14) palmboy – “Spaceman”
-This song doesn’t need a genre; it’s a masterpiece of music production, bringing together elements of electro pop, indie pop, and colorful vocal harmonies for some absolute ear candy. If you all promise to keep a secret, actually my most listened to genre this year was electronic; so palmboy’s “Spaceman” might be the song with the closest overlap to what I’m really personally digging lately. It’s a dreamlike, abstract lyrical concept that allows the melody and rich harmonies to go down smooth. This is a song that is about the vibes as much as the message itself; if you listen to this song you’ll feel a lot better. It has a theatrical quality to it as well. It seems like the kind of song that would do well in getting sync licenses for all sorts of pop uses. It’s got mass appeal.

13) Madeleine Mayi – “For a second”
-It’s not an overstatement to say that this song took (and continues to take) my breath away. Mayi writes with a depth and sincerity that I just don’t hear very often. You can hear that she believes what she’s singing; this is a very private message that she’s sharing with all of us. The melody is sweet and inviting, all while unveiling this deep personal love for someone. It’s a heartbroken song, for sure, but it’s not one that laments; it’s a song that sits in the sadness and expresses it with inexpressible beauty. This is quality songwriting and impeccable performance.

12) Abigail Lapell – “Land of plenty”
-If I made genre-specific end of year lists, this might be the #1 song for roots country and Americana. I adore the sincerity of this song. It reminds me of pioneers and salt of the earth travelers. The expressive lyrics on this song pull the listener right into the romance between the lead and “the sailor’s daughter.” There’s an unhurried sensibility to the song that feels like what a quintessential Americana track should sound like. Blending images of spiritual significance with a hope of a better tomorrow, this is a song that reminds us of our forebears and what they endured for us to be able to live our lives the way we do. This is a rich and rewarding recording.

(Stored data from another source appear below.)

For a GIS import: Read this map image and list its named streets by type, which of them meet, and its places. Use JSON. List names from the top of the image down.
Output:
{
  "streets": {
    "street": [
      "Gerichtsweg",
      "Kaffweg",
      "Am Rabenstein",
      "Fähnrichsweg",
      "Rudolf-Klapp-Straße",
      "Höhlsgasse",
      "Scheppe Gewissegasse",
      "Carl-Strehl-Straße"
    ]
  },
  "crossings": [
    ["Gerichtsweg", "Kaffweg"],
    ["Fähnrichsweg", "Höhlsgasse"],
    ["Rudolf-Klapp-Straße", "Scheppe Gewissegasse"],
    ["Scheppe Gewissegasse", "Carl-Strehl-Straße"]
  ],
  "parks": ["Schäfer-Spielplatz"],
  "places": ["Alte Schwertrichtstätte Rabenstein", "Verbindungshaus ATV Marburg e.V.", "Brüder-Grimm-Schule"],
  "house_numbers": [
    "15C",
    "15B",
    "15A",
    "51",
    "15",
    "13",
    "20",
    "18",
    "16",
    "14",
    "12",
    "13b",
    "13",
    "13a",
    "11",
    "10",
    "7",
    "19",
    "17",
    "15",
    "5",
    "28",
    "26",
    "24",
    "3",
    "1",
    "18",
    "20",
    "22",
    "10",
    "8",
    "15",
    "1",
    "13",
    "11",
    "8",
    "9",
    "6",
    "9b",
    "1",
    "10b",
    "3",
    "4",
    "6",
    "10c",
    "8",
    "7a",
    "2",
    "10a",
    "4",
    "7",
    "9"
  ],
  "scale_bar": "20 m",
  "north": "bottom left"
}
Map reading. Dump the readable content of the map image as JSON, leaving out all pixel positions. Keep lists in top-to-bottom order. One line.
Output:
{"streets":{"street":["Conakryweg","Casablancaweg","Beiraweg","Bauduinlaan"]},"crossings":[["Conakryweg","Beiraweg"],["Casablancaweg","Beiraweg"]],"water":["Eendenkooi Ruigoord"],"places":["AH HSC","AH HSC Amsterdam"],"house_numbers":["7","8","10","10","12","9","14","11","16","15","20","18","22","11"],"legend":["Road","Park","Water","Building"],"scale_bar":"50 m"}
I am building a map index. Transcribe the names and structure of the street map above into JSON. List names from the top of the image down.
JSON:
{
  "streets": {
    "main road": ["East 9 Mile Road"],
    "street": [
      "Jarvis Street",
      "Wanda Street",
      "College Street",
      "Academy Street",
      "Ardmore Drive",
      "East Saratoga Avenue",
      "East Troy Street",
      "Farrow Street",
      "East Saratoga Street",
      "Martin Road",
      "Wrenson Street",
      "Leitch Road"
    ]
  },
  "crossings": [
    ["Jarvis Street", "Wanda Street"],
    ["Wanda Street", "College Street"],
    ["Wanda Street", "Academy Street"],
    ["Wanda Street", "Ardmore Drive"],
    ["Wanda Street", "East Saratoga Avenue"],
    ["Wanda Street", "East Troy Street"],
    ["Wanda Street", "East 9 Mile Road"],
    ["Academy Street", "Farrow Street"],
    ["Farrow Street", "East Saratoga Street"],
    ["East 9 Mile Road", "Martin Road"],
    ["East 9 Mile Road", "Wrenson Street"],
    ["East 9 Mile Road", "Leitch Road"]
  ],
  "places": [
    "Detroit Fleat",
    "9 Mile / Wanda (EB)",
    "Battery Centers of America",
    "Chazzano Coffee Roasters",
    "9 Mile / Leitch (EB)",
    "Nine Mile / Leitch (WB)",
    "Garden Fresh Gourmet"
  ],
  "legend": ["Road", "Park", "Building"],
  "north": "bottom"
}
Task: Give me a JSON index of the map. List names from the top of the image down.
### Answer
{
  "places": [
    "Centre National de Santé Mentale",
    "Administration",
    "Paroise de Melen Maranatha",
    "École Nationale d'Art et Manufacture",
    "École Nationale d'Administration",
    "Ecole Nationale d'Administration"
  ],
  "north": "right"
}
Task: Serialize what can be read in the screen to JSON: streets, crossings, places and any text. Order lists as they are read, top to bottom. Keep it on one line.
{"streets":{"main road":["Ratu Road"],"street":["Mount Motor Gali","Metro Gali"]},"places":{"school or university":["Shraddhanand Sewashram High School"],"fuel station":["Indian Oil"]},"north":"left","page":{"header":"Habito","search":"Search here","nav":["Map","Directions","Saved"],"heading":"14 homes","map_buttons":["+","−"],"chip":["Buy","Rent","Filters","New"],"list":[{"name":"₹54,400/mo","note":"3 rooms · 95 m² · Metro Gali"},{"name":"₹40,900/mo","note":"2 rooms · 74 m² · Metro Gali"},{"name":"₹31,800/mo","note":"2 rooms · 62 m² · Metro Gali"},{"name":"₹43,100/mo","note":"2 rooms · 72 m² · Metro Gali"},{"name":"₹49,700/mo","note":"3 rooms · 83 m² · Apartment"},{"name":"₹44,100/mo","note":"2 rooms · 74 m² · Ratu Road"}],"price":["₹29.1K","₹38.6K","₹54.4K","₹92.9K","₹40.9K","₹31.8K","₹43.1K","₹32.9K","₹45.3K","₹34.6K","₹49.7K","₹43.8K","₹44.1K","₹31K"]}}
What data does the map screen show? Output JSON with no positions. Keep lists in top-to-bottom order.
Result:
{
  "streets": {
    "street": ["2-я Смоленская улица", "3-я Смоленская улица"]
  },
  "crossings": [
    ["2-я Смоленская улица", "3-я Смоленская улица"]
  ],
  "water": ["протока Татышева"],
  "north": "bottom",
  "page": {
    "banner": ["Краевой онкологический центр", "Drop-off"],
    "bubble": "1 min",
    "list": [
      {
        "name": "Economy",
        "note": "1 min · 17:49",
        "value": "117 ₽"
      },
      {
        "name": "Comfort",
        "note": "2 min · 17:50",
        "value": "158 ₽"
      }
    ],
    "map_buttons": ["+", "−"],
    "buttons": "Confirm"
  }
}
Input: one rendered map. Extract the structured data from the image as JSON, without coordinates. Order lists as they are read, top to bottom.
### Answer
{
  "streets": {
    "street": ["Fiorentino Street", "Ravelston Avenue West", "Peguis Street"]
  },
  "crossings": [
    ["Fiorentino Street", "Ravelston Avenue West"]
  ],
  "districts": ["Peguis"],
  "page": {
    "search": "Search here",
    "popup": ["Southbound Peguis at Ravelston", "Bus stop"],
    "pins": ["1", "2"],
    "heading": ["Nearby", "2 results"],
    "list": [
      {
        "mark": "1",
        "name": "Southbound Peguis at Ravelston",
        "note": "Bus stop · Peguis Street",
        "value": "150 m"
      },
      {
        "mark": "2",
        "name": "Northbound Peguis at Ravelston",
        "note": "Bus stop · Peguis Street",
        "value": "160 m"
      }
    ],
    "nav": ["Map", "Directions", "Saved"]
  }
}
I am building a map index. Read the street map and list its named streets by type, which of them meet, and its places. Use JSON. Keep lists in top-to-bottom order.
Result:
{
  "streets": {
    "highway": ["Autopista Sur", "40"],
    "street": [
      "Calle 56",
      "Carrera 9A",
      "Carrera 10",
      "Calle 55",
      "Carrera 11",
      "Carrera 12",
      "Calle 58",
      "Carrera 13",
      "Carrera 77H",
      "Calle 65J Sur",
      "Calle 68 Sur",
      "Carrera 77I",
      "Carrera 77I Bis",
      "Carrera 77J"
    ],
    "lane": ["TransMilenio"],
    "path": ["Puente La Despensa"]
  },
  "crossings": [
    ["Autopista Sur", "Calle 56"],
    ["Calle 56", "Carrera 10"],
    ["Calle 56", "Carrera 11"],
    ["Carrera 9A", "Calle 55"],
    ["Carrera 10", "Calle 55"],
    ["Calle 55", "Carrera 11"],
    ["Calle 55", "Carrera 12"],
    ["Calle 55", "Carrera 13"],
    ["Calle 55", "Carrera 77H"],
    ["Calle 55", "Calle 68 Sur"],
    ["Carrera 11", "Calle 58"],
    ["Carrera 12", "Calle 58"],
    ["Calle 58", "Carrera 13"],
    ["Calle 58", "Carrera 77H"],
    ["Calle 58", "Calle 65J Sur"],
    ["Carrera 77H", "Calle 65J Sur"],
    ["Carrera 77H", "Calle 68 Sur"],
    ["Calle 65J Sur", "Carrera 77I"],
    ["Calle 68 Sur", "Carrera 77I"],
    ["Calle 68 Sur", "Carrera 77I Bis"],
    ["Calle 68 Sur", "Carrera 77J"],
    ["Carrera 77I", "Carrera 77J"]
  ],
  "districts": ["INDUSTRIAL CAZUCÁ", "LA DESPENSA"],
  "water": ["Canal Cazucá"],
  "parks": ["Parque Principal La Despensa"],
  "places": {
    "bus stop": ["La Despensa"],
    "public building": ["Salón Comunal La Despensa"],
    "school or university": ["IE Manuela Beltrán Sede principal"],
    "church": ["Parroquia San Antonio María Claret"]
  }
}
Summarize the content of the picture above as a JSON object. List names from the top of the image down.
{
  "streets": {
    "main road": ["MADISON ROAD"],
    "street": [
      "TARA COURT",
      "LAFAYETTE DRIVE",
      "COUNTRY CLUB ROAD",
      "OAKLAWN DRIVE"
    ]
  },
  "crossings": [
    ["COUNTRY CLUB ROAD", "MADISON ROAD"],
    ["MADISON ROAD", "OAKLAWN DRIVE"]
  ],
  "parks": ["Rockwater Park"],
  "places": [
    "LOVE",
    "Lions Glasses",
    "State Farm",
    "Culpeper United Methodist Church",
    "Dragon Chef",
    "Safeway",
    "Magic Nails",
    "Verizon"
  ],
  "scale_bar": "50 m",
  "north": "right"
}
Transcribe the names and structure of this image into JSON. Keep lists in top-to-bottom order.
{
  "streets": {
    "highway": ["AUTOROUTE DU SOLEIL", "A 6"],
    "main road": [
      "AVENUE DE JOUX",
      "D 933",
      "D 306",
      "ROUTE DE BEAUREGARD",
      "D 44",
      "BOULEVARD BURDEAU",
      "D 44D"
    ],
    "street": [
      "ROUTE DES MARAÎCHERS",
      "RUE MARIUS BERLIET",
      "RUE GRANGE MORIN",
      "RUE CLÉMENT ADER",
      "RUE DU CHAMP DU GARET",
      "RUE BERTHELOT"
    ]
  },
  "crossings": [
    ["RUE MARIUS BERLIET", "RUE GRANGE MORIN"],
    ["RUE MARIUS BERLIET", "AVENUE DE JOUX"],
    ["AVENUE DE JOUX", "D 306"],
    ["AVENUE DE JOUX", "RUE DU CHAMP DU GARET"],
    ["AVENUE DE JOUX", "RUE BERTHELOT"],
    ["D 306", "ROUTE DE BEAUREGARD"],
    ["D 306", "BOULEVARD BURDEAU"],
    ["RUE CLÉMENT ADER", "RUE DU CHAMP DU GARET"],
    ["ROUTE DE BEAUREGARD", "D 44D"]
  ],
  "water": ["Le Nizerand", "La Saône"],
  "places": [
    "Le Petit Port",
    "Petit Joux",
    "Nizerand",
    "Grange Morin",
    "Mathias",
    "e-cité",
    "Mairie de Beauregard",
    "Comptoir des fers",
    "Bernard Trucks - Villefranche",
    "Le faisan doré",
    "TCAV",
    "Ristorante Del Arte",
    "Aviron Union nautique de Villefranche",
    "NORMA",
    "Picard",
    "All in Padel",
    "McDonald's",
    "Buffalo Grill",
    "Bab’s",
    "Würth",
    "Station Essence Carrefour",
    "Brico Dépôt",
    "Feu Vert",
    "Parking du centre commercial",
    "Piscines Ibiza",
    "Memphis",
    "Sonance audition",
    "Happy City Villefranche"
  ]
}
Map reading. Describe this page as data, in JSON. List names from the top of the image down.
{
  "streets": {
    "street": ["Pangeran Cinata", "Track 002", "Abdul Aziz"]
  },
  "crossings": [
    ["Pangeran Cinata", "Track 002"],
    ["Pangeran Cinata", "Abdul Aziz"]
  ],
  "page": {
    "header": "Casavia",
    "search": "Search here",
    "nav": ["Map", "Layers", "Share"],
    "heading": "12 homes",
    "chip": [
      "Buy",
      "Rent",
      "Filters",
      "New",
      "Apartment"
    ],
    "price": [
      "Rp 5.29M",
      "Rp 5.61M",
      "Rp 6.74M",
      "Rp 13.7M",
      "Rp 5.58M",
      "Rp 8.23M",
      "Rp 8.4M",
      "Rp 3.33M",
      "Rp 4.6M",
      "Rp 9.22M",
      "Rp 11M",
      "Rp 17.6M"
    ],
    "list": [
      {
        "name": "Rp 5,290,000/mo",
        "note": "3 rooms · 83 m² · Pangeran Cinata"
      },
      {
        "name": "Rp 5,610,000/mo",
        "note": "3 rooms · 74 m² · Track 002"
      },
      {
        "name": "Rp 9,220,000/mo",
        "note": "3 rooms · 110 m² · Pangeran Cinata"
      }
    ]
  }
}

11) Smith and Thell – “Planet Mars”
-There are songs and then there are works of art; very rarely are those two one in the same. This track from Smith and Thell is some of the most beautiful artful folk music I heard all year. The piano work is outstanding, but it’s the vocal duo work that is absolutely phenomenal. When the choral vocal enters, the track really grows with some fantastic dynamics. Both the high and low leads are excellent voices, creating a real sense of dynamism in the performance. The lyrics are in equal parts romantic and emotional. The theatricality of the track helps it to stand out from the crowd; it’s a piece of art with expressive emotionalism and drama, sure to please many audiences. I would love to hear this one live.